Oracle DB for system administrators, part3

11. Lets login as user romeo and check from other console the connection
[oracle@rh-or ~]$ sqlplus romeo/pass1234

SQL*Plus: Release 11.2.0.1.0 Production on Sun Mar 14 07:31:14 2010

Copyright (c) 1982, 2009, Oracle.  All rights reserved.


Connected to:
Oracle Database 11g Enterprise Edition Release 11.2.0.1.0 - Production
With the Partitioning, OLAP, Data Mining and Real Application Testing options

SQL>


and check from other console the connection
SQL> select username,status, saddr from v$session where username is not null;

USERNAME                       STATUS   SADDR
------------------------------ -------- --------
ROMEO                          INACTIVE 38A9DDA8
SYS                            ACTIVE   38A88A48

SQL>

12. Next step is to create one table.
I will make HR table (usual example) with fields:
NOM - unique identification number of employee
FNAME - his or her first name (cant be empty)
LNAME - his or her last name
JOB - job description
MGR - ID of his or her manager (see NOM)
HIREDATE - date on which this employee is hired.
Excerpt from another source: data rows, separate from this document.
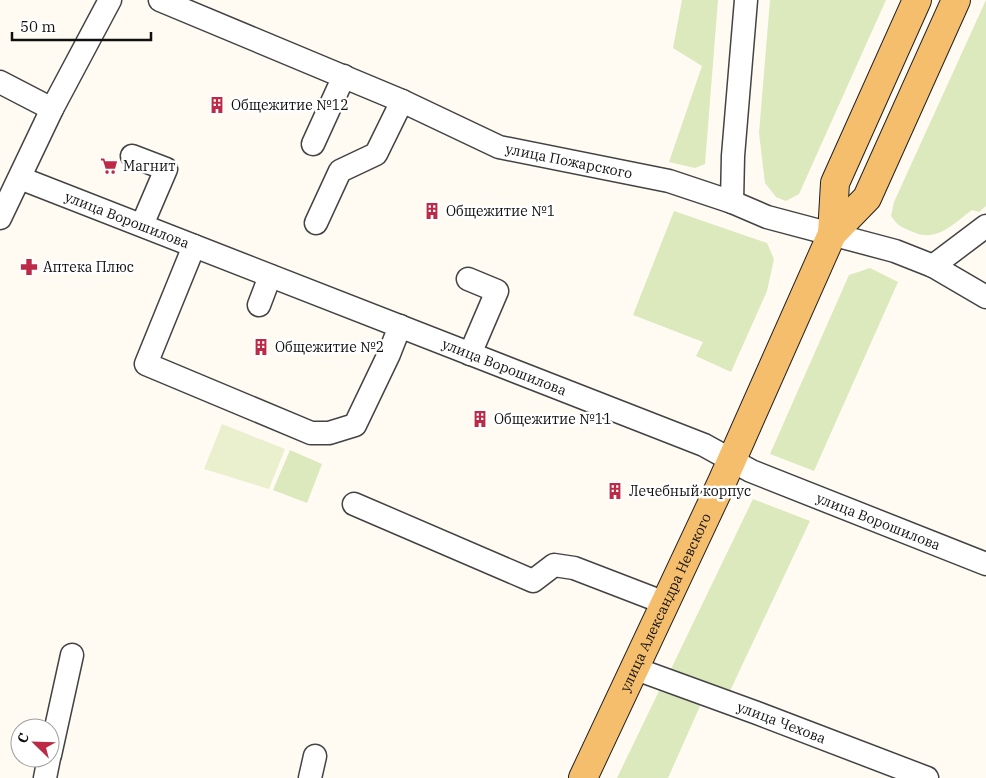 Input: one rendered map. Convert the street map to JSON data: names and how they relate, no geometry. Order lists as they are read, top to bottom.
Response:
{
  "streets": {
    "main road": ["улица Александра Невского"],
    "street": ["улица Пожарского", "улица Ворошилова", "улица Чехова"]
  },
  "crossings": [
    ["улица Пожарского", "улица Александра Невского"],
    ["улица Ворошилова", "улица Александра Невского"],
    ["улица Александра Невского", "улица Чехова"]
  ],
  "places": {
    "building": [
      "Общежитие №12",
      "Общежитие №1",
      "Общежитие №2",
      "Общежитие №11",
      "Лечебный корпус"
    ],
    "supermarket": ["Магнит"],
    "pharmacy": ["Аптека Плюс"]
  },
  "scale_bar": "50 m",
  "north": "top left"
} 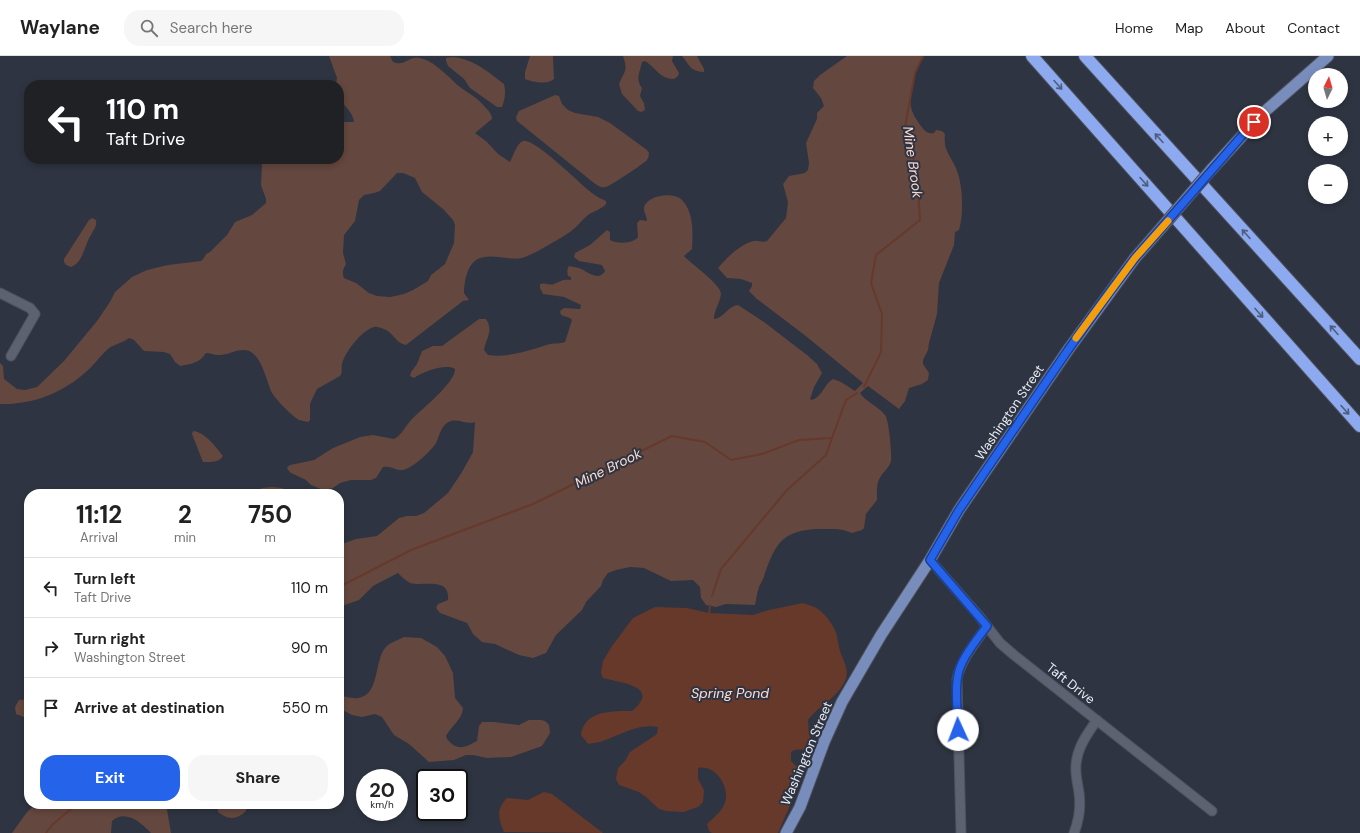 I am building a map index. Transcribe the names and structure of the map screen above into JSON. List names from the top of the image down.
{
  "streets": {
    "main road": ["Washington Street"],
    "street": ["Taft Drive"]
  },
  "crossings": [
    ["Washington Street", "Taft Drive"]
  ],
  "water": ["Mine Brook", "Spring Pond"],
  "north": "top",
  "page": {
    "header": "Waylane",
    "search": "Search here",
    "nav": [
      "Home",
      "Map",
      "About",
      "Contact"
    ],
    "map_buttons": ["+", "−"],
    "turn": ["110 m", "Taft Drive"],
    "eta": [
      "11:12",
      "Arrival",
      "2",
      "min",
      "750",
      "m"
    ],
    "list": [
      {
        "name": "Turn left",
        "note": "Taft Drive",
        "value": "110 m"
      },
      {
        "name": "Turn right",
        "note": "Washington Street",
        "value": "90 m"
      },
      {
        "name": "Arrive at destination",
        "value": "550 m"
      }
    ],
    "buttons": ["Exit", "Share"],
    "speed": "20 km/h",
    "limit": "30"
  }
}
By default will be get system date when record is inserted
SAL - salary of employee, cant be empty
DEPTNO - number of department where employee work, cant be empty (similar to NOM)
SQL> CREATE TABLE hr (
         nom      NUMBER(5) PRIMARY KEY,
       fname      VARCHAR2(15) NOT NULL,
                 lname      VARCHAR2(15),
         job        VARCHAR2(10),
         mgr        NUMBER(5),
         hiredate   DATE DEFAULT (sysdate),
         sal        NUMBER(7,2) NOT NULL,
         deptno     NUMBER(3) NOT NULL)
   TABLESPACE TEST01;    2    3    4    5    6    7    8    9   10

Table created.

SQL>


and check the status of this database
SQL> select * from hr;

no rows selected

SQL>

13. The next step will be to fill this table with data
Here are possible two ways (actually many, but i try to simplify and not go indeep)
13.1. Using direct enter of data via INSERT commands
INSERT INTO HR (NOM, FNAME, LNAME, HIREDATE, JOB, SAL, MGR, DEPTNO)
VALUES (198.0, 'Donald', 'OConnell', to_date('2007-06-21', 'YYYY-MM-DD'), 'SH_CLERK', 2600.0, 124.0, 50.0);


INSERT INTO HR (NOM, FNAME, LNAME, HIREDATE, JOB, SAL, MGR, DEPTNO)
VALUES (199.0, 'Douglas', 'Grant', to_date('2008-01-13', 'YYYY-MM-DD'), 'SH_CLERK', 2600.0, 124.0, 50.0);
... snip....


but this method can be boring if you have more that 10 records.
13.2. Other way is to use SQL*Loader to create mass import of data
Here is how data looks like:
[oracle@rh-or ~]$ cat EMPLOYEES.csv
NOM,FNAME,LNAME,HIREDATE,JOB,SAL,MGR,DEPTNO
198,Donald,OConnell,2007-06-21,SH_CLERK,2600,124,50
199,Douglas,Grant,2008-01-13,SH_CLERK,2600,124,50
... snip ...


I prepare two files, one shell file to start the program
[oracle@rh-or ~]$ cat EMPLOYEES.sh
sqlldr USERID=romeo/pass1234 CONTROL=EMPLOYEES.ctl skip=1


where sqlldr is the name of the program, USERID is username and password CONTROL is the name of control file and skip is becasue i do not want to insert header ot CSV file in to the table.
This is control file
[oracle@rh-or ~]$ cat EMPLOYEES.ctl
load data
infile 'EMPLOYEES.csv' "str '\r\n'"
append
into table HR
fields terminated by ','
OPTIONALLY ENCLOSED BY '"'
trailing nullcols
           ( NOM CHAR(4000),
             FNAME CHAR(4000),
             LNAME CHAR(4000),
             HIREDATE DATE "YYYY-MM-DD",
             JOB CHAR(4000),
             SAL CHAR(4000),
             MGR CHAR(4000),
             DEPTNO CHAR(4000)
           )


It just define serie of commands to be executed be SQL*Loader as filename from where to get the date, name of the table where the data will be inserted, field separator, format of the date, etc.
And here is the result:
[oracle@rh-or ~]$ sh EMPLOYEES.sh

SQL*Loader: Release 11.2.0.1.0 - Production on Sun Mar 14 08:09:20 2010

Copyright (c) 1982, 2009, Oracle and/or its affiliates.  All rights reserved.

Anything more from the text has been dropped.